At 9:18 PM, Anonymous Anonymous said...

Those people with the 'little green feet and balls' are attack dogs, not investigative journalists. Matter of fact, I don't consider them to be journalists at all.

 
At 9:33 PM, Blogger Unknown said...

And to that list of Chalabi, Curveball Sharabi, Berlusconi's Niger Memos, Secret Downing Street Memos, Hidden CIA "aardwolf" updates from Baghdad, and ignored intel agency reports prior to the Bush War in Iraq, I would also add the names of:

1. Gen. Abdullah Al Shahwani - the current head of Iraqi intel services was part of a CIA militia set up in 2002 to provoke a war with Iraq... Shahwani briefed Bush more than one year after the invasion and warned him that the insurgents had surrounded Baghdad... Bush ignored him.

2. INC (Chalabi's) Intel Chief Aras Habib – a liar, whose claims were often quoted by the Bush cabal. He is now suspected of having been a double agent for Iran.

3. Adnan Ehsan al-Haideyri - also coached by INC to claim he knew of WMD burial sites. The CIA said he was a fabricator, but Bush and Cheney kept repeating his claims well into and long after the war.

4. The secret briefings by David Kay, the CIAs WMD hunter, who kept telling Bush and Cheney he was finding nothing, while Bush Cheney cabal kept insisting WMDs had been found.

5. Sabah Khalifa al-Lami - claimed of links between 9/11 and Iraq.
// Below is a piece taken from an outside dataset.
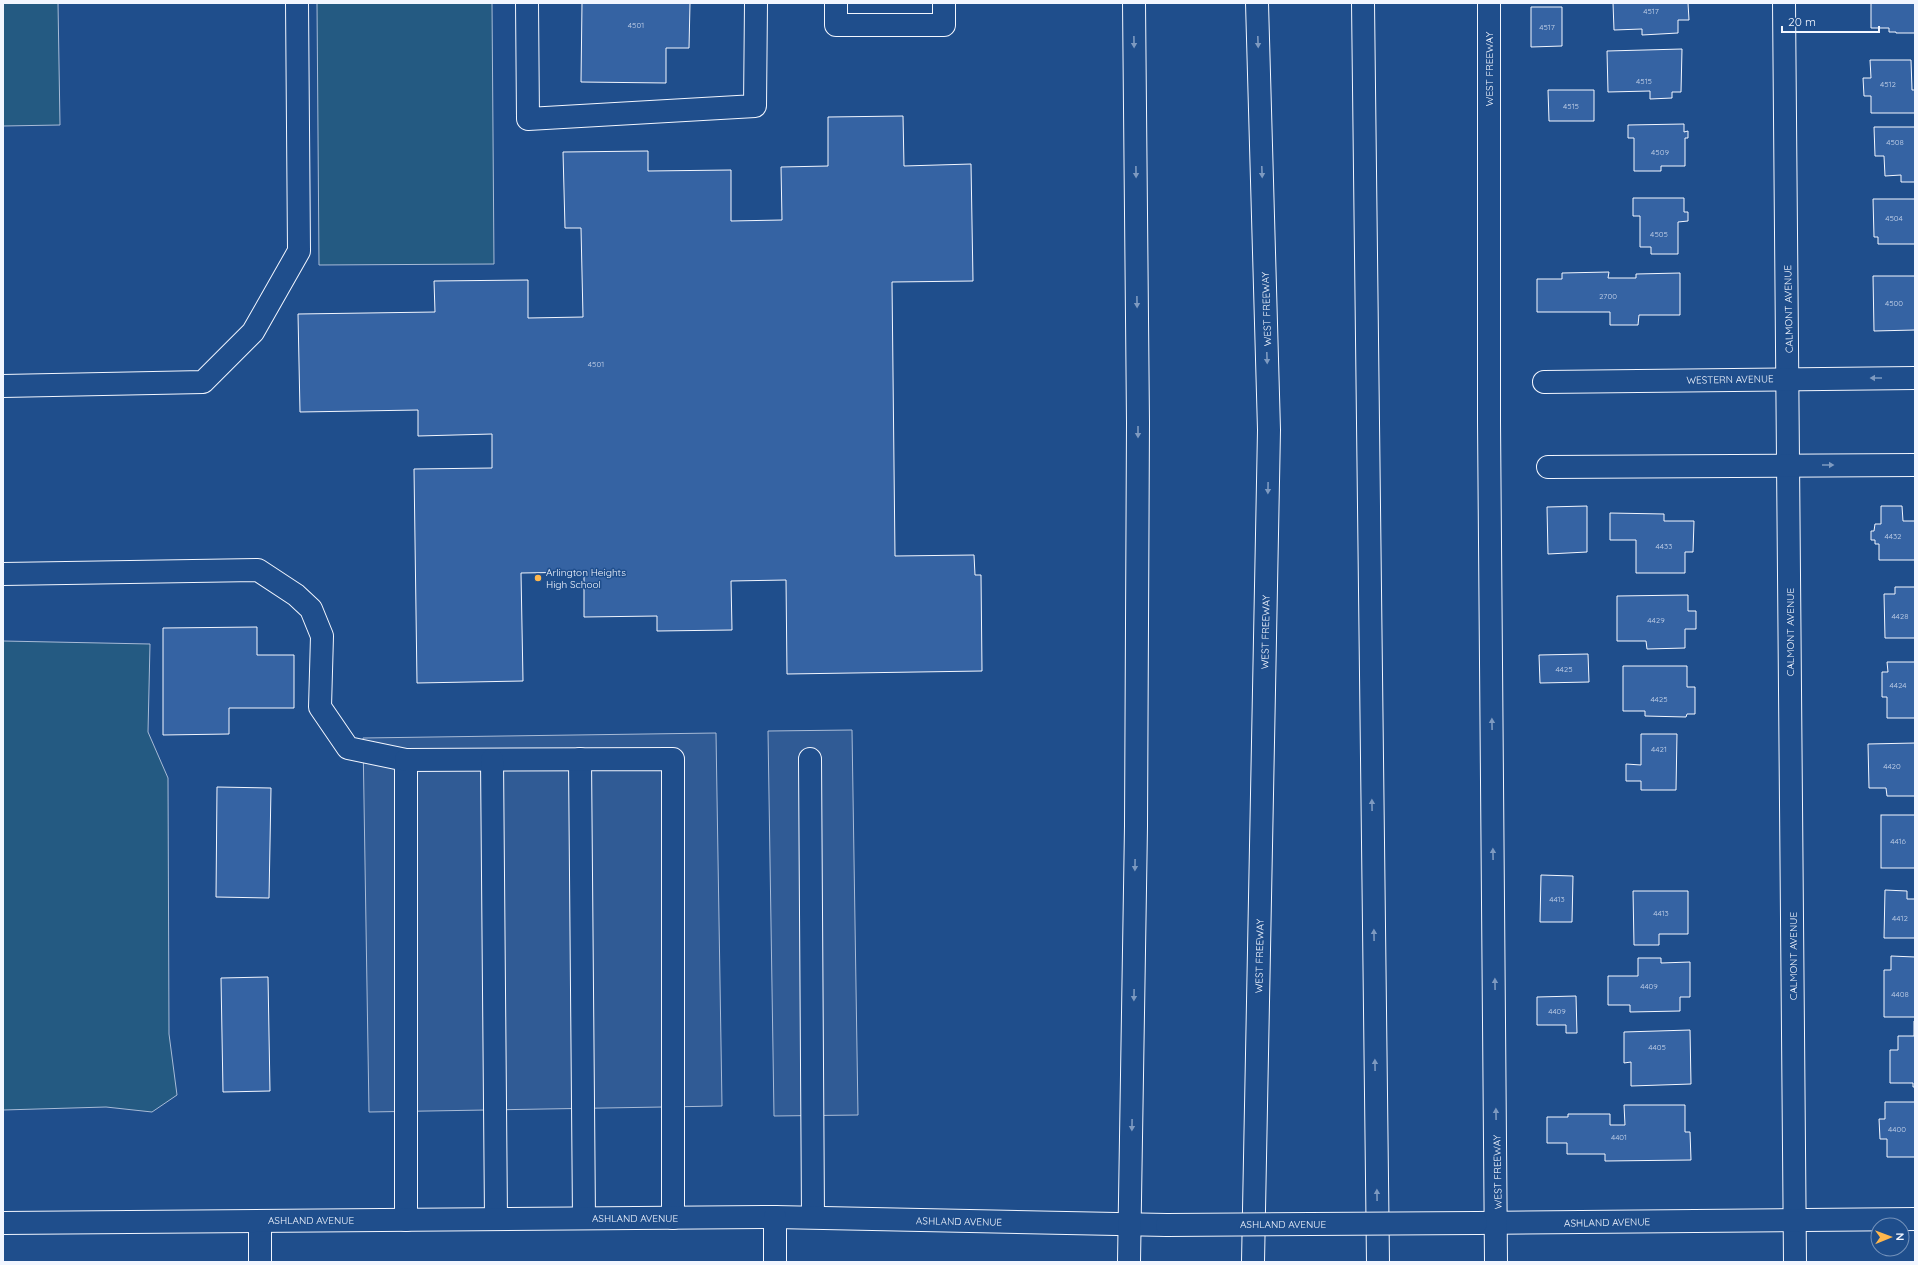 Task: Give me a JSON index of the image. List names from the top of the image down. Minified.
{"streets":{"main road":["WEST FREEWAY","CALMONT AVENUE","WESTERN AVENUE","ASHLAND AVENUE"]},"crossings":[["WEST FREEWAY","ASHLAND AVENUE"],["CALMONT AVENUE","WESTERN AVENUE"],["CALMONT AVENUE","ASHLAND AVENUE"]],"places":["Arlington Heights High School"],"house_numbers":["4517","4501","4517","4515","4512","4515","4508","4509","4504","4505","2700","4500","4501","4432","4433","4428","4429","4425","4424","4425","4421","4420","4416","4413","4413","4412","4409","4408","4409","4405","4400","4401"],"scale_bar":"20 m","north":"right"}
Dismissed by the CIA but still used by Bush cabal in public speeches before and after war.

6. Ibn Al Sahikh al-Libi - the Al Qaeda leader from Libya who confessed to Al Qaeda-Iraq links under torture. Bush cabal kept repeating these claims even after CIA determined all of his comments to be false.

Of course, these are only the names disclosed so far by works by enterprising journalists, such as the book "Hubris." Who knows what other dirty bloody secrets are hidden by the Bush cabal.

 
At 10:46 PM, Blogger Da' Buffalo Amongst Wolves said...

You know, I was going to write a short note about 'disinformation' after that little flap about the food, and I was going to use Dan Rather's "Tailwind" scandal as an example of how the truth gets shouted down.

I procrastinated. Nevertheless.

Anyone who was following the Vietnam war closely, at the time it was happening, had heard that story.

Heck, the East Village Other, a notorious hippie underground paper, in 1969 (70?) had run a story about a mountain in Virginia with big blast doors on a two lane back road graded for heavy truck traffic.

The mountain the 'shadow government' works at in the DC vicinity.

The source was weird, and the whole story got buried by the not quite yet concentrated media, but it was true.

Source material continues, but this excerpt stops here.